(Stored data entries)
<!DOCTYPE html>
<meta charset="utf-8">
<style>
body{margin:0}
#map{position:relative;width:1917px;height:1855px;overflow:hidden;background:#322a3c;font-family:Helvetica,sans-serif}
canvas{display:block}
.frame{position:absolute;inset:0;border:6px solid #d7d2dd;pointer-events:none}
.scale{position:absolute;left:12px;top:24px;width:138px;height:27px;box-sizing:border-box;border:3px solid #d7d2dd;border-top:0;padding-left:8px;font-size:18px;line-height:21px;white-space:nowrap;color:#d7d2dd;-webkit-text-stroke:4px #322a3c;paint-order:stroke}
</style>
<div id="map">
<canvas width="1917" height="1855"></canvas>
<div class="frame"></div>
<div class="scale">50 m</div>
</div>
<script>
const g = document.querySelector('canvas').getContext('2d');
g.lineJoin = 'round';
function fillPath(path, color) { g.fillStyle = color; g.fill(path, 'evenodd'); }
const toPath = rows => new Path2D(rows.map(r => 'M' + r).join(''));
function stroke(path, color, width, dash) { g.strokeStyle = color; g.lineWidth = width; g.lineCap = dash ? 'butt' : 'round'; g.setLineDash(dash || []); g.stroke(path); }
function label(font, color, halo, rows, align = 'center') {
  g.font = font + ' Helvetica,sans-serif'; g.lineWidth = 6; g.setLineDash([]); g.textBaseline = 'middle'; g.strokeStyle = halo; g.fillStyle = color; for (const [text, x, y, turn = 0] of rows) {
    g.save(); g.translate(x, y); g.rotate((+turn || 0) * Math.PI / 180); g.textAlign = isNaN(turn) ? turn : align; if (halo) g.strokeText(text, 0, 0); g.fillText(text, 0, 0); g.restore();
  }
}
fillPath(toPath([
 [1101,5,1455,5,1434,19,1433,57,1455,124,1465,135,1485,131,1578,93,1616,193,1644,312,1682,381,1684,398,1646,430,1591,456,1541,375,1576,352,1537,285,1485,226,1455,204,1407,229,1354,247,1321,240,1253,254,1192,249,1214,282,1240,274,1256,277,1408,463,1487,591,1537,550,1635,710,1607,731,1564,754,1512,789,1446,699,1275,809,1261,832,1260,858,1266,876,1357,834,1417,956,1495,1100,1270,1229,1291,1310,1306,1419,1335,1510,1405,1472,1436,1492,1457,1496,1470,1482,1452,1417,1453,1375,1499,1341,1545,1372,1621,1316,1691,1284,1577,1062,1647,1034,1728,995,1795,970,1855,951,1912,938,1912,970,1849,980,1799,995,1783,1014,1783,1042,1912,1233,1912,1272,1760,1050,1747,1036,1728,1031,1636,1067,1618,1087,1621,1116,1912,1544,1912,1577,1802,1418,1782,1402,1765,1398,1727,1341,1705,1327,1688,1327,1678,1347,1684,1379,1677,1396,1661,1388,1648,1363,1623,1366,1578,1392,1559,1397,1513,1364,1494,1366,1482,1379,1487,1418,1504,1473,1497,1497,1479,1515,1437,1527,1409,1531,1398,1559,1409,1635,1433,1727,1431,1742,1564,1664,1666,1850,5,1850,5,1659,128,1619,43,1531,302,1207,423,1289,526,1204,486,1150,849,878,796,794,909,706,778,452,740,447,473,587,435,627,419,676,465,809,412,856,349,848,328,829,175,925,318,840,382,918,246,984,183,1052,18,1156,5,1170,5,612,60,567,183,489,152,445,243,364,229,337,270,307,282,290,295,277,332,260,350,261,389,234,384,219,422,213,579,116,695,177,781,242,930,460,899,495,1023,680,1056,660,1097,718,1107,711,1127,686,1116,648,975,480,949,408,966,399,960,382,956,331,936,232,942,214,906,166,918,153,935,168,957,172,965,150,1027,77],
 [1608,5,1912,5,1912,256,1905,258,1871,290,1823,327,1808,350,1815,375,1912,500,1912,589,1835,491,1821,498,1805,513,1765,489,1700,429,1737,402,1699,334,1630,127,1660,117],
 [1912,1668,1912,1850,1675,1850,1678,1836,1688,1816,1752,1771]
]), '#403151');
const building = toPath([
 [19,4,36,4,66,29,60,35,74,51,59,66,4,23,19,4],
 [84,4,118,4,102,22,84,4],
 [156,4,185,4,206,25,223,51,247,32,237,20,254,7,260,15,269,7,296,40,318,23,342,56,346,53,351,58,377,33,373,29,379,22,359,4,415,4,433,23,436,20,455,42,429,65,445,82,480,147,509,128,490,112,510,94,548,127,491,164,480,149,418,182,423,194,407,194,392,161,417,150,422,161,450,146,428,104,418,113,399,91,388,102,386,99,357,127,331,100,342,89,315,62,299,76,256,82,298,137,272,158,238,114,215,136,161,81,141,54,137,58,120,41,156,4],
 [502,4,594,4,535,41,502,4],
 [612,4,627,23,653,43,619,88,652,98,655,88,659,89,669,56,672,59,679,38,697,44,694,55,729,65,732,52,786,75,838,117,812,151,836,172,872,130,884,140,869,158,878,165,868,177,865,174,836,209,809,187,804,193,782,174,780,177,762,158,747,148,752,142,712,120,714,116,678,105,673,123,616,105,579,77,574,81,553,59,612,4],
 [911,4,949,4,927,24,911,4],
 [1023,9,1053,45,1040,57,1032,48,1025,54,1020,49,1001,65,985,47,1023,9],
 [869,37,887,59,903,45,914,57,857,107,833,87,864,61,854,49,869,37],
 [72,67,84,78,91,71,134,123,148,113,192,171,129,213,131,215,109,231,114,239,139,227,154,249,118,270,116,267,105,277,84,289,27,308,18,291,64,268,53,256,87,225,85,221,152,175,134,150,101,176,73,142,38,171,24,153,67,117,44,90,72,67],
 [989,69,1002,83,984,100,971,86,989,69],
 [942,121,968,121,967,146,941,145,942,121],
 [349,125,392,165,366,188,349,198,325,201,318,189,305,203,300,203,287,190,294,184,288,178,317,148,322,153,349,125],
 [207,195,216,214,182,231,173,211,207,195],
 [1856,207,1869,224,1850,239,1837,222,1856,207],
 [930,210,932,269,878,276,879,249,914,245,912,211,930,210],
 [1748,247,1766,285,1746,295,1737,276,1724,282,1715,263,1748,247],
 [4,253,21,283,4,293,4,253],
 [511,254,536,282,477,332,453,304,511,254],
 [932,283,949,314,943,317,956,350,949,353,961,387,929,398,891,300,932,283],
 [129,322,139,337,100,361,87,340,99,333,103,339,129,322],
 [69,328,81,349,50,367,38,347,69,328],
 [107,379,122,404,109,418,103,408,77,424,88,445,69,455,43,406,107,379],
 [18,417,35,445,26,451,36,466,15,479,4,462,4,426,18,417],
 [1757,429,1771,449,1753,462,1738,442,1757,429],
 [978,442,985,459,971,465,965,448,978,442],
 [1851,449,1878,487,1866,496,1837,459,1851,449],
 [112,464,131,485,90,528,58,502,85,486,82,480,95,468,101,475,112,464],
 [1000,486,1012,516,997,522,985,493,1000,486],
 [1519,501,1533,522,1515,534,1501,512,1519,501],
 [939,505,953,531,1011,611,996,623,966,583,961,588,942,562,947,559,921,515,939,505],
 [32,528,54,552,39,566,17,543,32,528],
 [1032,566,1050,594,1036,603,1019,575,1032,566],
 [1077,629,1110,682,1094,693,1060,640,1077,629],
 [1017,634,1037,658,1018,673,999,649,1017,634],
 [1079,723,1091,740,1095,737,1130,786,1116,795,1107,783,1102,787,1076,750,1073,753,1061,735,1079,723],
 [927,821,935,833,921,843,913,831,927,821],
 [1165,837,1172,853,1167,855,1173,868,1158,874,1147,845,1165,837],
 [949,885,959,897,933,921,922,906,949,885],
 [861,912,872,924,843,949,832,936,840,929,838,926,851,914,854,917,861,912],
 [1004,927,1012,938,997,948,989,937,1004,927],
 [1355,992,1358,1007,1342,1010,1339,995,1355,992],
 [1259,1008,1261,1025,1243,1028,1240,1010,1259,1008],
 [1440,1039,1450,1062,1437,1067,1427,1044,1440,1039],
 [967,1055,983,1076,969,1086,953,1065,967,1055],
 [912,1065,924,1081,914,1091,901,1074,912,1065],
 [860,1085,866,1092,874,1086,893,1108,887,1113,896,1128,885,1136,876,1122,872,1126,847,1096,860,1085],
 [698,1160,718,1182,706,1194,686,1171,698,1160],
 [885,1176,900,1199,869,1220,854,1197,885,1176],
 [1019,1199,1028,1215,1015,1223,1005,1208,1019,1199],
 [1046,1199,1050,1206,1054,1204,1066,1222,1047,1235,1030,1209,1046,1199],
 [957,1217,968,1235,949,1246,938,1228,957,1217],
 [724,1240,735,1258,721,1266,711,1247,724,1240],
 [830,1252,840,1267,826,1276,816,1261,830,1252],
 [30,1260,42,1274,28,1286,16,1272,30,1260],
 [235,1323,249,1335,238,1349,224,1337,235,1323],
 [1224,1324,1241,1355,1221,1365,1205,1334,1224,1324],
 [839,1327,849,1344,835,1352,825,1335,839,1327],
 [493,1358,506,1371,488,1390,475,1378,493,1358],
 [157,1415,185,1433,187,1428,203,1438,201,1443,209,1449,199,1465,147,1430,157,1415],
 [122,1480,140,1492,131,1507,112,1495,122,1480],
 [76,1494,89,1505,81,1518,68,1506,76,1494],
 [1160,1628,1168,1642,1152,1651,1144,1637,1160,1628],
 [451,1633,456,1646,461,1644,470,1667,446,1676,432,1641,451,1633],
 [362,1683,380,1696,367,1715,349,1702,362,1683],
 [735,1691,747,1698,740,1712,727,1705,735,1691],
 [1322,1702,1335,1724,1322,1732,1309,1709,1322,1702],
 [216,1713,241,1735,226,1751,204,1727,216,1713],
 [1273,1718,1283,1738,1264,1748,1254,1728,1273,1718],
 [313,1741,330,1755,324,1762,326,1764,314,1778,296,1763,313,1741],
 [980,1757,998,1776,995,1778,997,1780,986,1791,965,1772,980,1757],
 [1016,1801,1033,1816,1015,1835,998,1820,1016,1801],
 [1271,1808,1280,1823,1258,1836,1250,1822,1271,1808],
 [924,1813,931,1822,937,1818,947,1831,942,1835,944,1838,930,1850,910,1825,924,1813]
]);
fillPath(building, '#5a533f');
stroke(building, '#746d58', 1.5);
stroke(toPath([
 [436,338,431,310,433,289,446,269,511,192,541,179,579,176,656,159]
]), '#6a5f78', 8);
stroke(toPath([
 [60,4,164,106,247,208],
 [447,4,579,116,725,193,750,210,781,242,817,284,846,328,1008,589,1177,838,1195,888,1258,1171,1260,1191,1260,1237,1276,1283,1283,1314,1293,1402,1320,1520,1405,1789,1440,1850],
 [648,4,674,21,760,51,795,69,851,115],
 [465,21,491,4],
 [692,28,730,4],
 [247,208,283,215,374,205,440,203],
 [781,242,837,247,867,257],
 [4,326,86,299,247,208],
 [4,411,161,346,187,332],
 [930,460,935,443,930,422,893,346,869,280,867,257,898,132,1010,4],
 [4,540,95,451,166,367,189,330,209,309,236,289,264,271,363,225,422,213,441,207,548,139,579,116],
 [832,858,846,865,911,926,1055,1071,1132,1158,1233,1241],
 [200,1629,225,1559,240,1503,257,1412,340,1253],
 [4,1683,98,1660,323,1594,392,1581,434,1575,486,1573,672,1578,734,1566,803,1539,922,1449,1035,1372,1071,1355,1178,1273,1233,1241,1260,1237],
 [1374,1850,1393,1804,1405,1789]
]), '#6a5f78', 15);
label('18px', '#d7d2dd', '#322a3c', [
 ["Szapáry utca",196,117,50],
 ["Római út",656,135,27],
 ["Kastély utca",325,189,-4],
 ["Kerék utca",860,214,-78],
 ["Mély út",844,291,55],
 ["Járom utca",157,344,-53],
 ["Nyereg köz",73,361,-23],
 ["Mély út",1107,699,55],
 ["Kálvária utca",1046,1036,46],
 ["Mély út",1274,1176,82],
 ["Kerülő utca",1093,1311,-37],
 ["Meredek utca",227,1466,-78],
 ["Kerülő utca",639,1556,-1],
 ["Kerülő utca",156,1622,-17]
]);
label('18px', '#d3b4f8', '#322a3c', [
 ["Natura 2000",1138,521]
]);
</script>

### Problem to solve:
Nothing but the lines from the start of the data above through the line with "function fillPath(path, color)" should appear in your answer, copied exactly.

### Solved problem:
<!DOCTYPE html>
<meta charset="utf-8">
<style>
body{margin:0}
#map{position:relative;width:1917px;height:1855px;overflow:hidden;background:#322a3c;font-family:Helvetica,sans-serif}
canvas{display:block}
.frame{position:absolute;inset:0;border:6px solid #d7d2dd;pointer-events:none}
.scale{position:absolute;left:12px;top:24px;width:138px;height:27px;box-sizing:border-box;border:3px solid #d7d2dd;border-top:0;padding-left:8px;font-size:18px;line-height:21px;white-space:nowrap;color:#d7d2dd;-webkit-text-stroke:4px #322a3c;paint-order:stroke}
</style>
<div id="map">
<canvas width="1917" height="1855"></canvas>
<div class="frame"></div>
<div class="scale">50 m</div>
</div>
<script>
const g = document.querySelector('canvas').getContext('2d');
g.lineJoin = 'round';
function fillPath(path, color) { g.fillStyle = color; g.fill(path, 'evenodd'); }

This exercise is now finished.